Dancing with Brokenness — The Cost of Love.
The fake cactus on my windowsill is easy to love. It’s pretty to look at, but most importantly I know it will never hurt me…
Better yet, it doesn’t need anything from me except the occasional dusting. It won’t gossip, build me up only to let me down, get jealous, or hide its beauty. It’s safe. It’s simple. It’s unthreatening.
And that’s the problem. As C.S. Lewis states, the possibility of being let down is the price of loving another person. Whether romantic or not, intimacy with other people always carries risk. We all carry baggage; in our defense against shame we can be self-seeking, defensive, and imperfect.
“To love at all is to be vulnerable”
—opening ourselves to the real possibility of being hurt by the people we choose to do life with. Miscommunication, self-interest, and shame are common causes of relationship breakdowns.
Today I was reminded that sacrificial love means accepting that you will be hurt and choosing to lead with forgiveness anyway. As Henri Nouwen writes, “the hard truth is that all people love poorly… to be forgiven and to forgive is the great work of love among the complexity of doing life with that weakness of the human family.”
If you were a fly on the wall during my married-couples dance lessons, you’d see the dance floor turned into a kind of colosseum—a dangerous arena where trust is tested, mistakes are made public, and forgiveness is the applause that keeps people coming back.
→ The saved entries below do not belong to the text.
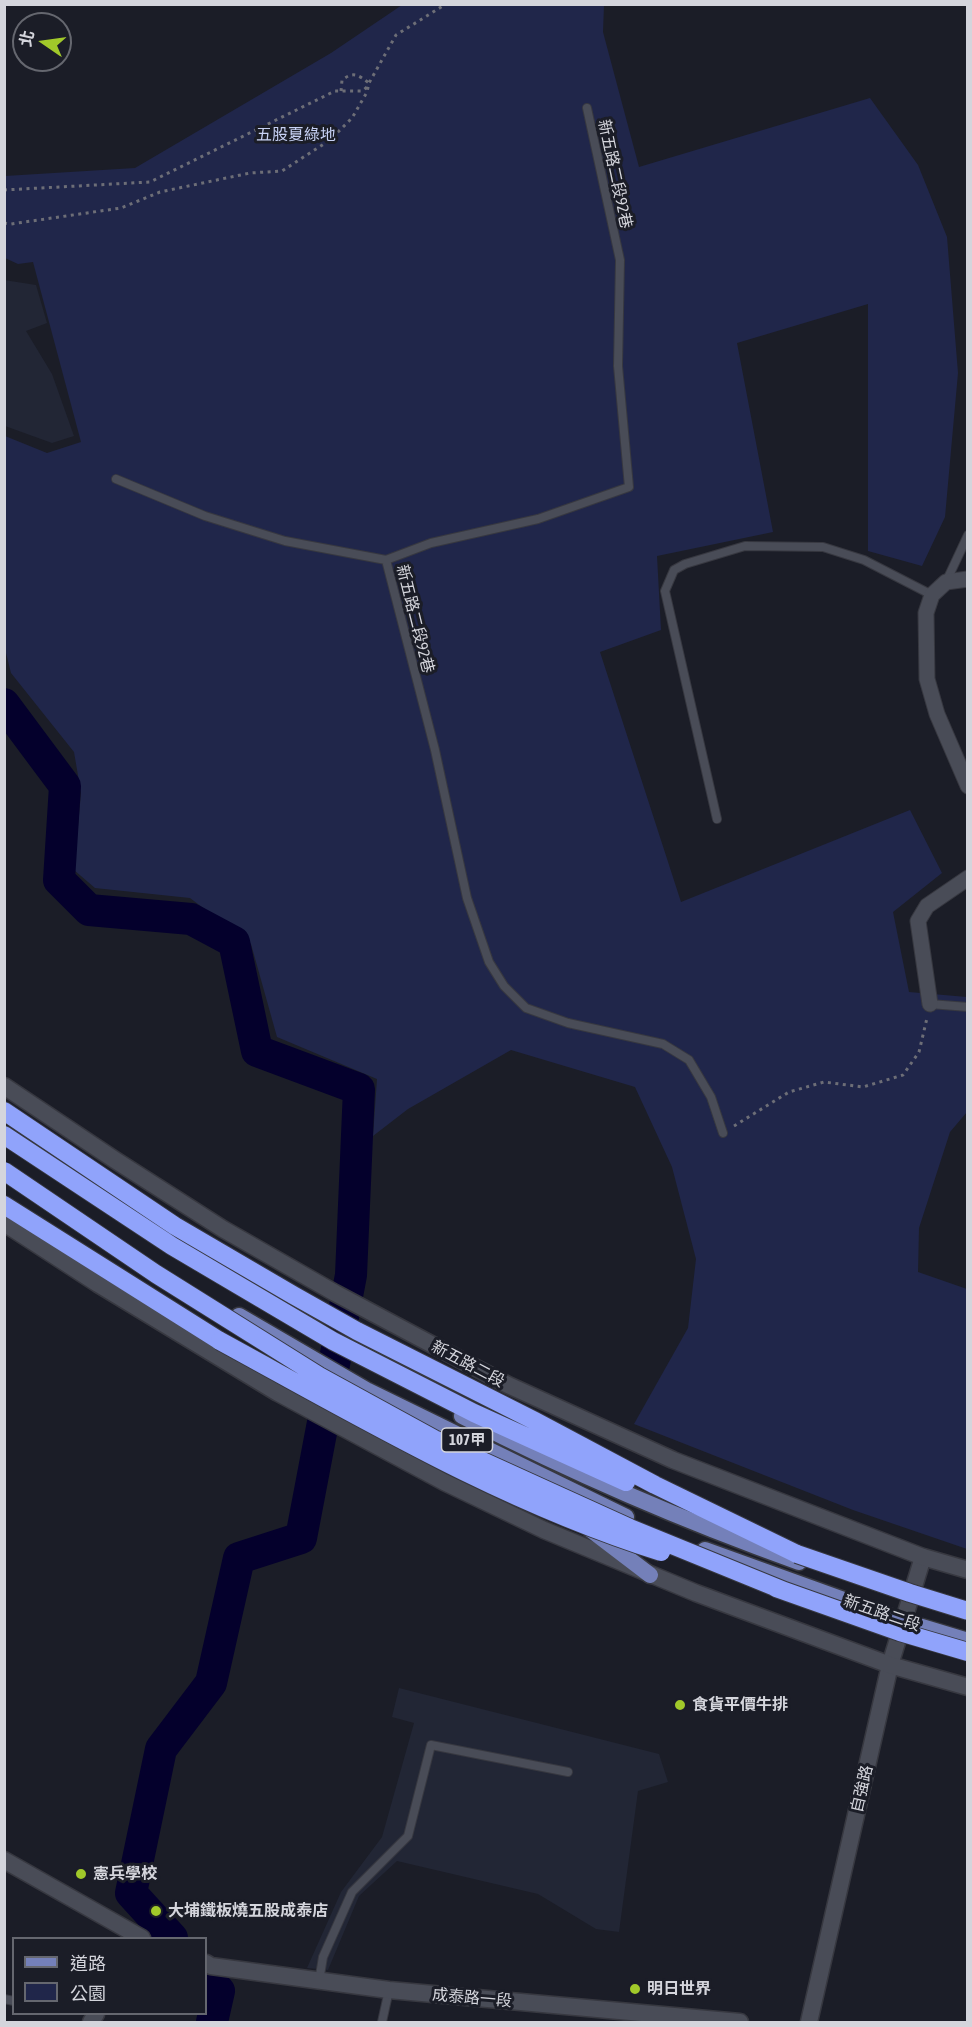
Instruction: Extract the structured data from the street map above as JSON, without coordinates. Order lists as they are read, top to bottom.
{
  "streets": {
    "main road": [
      "新五路二段",
      "107甲",
      "自強路",
      "成泰路一段"
    ],
    "lane": ["新五路二段92巷"]
  },
  "crossings": [
    ["新五路二段", "自強路"]
  ],
  "parks": ["五股夏綠地"],
  "places": [
    "食貨平價牛排",
    "憲兵學校",
    "大埔鐵板燒五股成泰店",
    "明日世界"
  ],
  "legend": ["道路", "公園"],
  "north": "left"
}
It exposes vulnerability and requires repair. I’ve watched frustrated partners shut down while trying to find trust, rhythm, and timing. Those moments often force a pause in the lesson so the couple can talk through how words or actions affected the other person. The dance floor is a safe place to experience these micro-fractures and to explore the wounds that ultimately lead to healing.
Grace and forgiveness are offered; boundaries are set; and both partners begin to understand their own insecurities and blind spots. They learn how to pursue one another and love better.
Love, at the end of the day, is not primarily an emotion but an action. That’s why it can be commanded. Biblical love, as Tony Evans puts it, is the decision to compassionately, righteously, and sacrificially seek the well-being of another person. We may not always feel like forgiving, but that’s precisely where love is practiced: choosing to love someone regardless of what they can or cannot do for us. It is offering grace in their brokenness while remembering we are equally in need.
Takeaways:
Practice small repairs. A quick apology or a short check-in after a misstep goes a long way.
Use the dance floor as rehearsal. Treat social dances and lessons as low-stakes spaces for trust building.
Hold boundaries and offer grace. Forgiveness doesn’t mean tolerating harm; it means choosing to move forward with wisdom.
Show up again. Love is built by repeated acts of choosing one another.